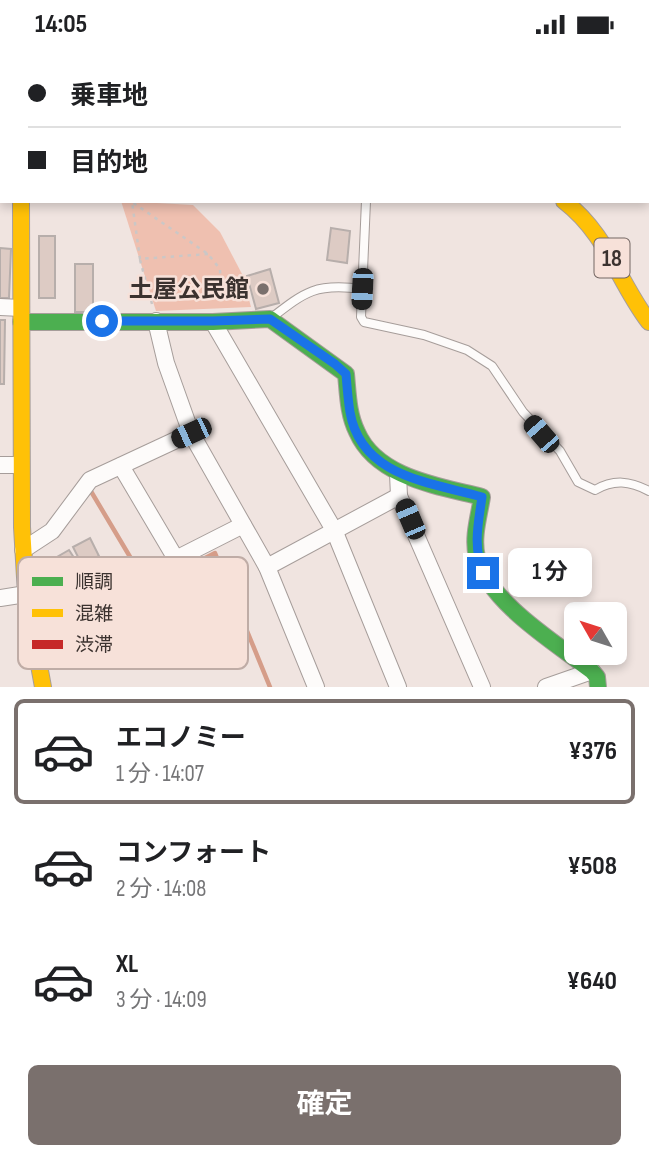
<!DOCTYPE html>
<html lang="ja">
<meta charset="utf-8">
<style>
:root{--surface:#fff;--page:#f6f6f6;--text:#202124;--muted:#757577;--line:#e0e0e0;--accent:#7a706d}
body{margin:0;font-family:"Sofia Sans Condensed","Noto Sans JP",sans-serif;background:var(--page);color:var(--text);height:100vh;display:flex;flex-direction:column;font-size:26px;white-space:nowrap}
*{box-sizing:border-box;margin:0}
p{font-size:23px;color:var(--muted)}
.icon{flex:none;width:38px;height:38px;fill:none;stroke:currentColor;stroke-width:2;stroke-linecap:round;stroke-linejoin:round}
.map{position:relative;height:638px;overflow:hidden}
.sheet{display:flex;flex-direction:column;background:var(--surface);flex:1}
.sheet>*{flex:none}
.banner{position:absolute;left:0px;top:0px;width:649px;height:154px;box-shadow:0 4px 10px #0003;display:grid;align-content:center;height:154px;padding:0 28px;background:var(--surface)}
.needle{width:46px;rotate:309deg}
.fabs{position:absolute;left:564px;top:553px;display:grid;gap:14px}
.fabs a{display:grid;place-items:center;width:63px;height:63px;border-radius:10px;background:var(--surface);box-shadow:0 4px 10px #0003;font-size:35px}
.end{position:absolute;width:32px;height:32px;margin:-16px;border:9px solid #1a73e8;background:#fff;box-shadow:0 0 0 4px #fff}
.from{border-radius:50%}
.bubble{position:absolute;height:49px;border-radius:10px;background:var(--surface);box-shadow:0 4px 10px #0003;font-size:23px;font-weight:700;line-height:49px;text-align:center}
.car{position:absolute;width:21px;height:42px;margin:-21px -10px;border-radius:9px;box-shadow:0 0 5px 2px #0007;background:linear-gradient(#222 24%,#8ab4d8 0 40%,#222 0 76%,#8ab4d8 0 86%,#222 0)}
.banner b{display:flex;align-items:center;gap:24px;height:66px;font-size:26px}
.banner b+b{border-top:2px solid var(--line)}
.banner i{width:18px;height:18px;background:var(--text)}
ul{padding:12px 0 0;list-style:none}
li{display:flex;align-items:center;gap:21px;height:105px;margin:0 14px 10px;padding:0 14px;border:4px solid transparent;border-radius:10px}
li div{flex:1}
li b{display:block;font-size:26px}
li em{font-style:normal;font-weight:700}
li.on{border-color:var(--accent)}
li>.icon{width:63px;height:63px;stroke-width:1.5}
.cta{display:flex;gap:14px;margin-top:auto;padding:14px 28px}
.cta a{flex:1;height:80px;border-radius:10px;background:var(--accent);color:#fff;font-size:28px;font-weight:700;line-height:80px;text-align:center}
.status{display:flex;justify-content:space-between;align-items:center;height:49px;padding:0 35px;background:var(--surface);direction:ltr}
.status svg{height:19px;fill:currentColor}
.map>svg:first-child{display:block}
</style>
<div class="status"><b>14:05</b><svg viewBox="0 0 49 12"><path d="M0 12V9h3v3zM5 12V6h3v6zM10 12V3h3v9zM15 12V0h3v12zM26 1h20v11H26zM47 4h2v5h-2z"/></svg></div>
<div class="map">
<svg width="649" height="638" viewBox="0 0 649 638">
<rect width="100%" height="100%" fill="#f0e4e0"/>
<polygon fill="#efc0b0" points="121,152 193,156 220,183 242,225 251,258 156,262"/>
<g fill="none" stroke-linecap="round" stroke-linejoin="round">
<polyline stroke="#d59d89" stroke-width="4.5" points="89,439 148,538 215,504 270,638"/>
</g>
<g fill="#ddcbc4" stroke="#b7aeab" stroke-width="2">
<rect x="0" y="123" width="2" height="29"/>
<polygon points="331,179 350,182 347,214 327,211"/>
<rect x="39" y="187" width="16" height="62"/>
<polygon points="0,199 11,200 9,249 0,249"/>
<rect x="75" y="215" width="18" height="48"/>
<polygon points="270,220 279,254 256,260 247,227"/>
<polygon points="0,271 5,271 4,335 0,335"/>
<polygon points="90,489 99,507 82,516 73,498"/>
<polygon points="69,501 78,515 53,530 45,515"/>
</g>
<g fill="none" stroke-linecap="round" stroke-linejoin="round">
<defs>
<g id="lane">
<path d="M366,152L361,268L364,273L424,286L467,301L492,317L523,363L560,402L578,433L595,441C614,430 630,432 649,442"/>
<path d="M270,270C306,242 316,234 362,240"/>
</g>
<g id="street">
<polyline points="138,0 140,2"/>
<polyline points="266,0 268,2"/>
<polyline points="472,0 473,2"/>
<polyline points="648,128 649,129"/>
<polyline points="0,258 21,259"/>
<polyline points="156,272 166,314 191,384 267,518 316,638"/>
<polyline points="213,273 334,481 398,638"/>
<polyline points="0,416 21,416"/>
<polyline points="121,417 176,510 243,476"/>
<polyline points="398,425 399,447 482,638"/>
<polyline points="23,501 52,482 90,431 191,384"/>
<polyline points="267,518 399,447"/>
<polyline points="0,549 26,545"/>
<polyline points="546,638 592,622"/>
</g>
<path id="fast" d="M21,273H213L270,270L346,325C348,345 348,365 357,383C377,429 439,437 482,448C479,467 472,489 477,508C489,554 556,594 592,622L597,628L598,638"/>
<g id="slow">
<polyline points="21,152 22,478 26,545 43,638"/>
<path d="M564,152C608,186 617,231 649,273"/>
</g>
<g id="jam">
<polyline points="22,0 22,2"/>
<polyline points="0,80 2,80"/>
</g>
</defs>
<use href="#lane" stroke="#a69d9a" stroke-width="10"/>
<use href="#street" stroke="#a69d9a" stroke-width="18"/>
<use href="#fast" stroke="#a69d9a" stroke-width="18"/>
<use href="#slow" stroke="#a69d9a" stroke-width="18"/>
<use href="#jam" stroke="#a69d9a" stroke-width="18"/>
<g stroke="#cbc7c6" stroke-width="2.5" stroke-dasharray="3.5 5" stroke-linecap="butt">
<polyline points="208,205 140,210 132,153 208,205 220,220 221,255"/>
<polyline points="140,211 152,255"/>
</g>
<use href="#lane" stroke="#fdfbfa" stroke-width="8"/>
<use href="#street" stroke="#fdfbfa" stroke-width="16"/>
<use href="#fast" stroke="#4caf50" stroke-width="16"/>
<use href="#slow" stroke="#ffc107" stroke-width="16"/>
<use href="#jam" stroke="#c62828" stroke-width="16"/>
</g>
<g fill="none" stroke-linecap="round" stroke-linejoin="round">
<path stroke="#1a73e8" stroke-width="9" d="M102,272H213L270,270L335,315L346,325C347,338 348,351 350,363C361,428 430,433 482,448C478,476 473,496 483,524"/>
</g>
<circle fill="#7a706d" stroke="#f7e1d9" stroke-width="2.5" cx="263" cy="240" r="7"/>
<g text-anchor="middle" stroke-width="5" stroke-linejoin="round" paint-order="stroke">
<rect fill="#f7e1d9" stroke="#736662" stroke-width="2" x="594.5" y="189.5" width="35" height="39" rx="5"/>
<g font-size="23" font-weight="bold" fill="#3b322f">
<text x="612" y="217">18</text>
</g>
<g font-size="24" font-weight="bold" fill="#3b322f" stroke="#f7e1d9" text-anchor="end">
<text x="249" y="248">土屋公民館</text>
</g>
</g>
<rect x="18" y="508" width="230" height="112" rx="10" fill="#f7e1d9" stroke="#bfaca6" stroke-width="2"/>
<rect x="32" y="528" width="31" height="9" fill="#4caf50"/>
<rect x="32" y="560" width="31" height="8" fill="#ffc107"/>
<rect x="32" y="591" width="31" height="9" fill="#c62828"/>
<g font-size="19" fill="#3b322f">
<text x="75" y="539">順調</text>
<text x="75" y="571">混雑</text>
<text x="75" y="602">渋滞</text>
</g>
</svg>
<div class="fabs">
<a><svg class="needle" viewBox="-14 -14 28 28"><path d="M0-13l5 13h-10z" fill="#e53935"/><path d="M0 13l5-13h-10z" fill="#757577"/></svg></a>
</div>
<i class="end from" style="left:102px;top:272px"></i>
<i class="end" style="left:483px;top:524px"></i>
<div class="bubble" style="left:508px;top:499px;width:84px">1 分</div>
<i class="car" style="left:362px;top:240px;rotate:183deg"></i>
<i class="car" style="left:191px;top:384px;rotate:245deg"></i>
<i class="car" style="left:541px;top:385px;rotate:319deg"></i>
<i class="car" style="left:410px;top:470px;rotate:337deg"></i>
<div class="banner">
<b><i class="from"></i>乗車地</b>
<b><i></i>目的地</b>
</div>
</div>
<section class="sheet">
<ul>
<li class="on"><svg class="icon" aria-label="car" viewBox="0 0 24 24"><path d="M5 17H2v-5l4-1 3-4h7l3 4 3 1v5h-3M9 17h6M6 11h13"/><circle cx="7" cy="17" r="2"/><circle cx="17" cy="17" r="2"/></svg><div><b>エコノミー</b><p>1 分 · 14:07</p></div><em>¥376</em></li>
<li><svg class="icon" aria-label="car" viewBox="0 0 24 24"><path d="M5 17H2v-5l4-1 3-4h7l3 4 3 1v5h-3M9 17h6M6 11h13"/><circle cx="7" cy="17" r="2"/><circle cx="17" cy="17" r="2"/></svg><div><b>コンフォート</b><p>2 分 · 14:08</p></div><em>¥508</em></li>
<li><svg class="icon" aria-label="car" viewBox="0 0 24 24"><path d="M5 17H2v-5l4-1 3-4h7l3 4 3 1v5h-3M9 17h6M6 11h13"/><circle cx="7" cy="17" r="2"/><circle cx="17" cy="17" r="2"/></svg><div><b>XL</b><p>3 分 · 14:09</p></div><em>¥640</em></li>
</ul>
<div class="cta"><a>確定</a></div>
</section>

*-*-*

Problem details
Among the entries, how many lines include the word "column"? Give only the number.

Answer to the exercise
2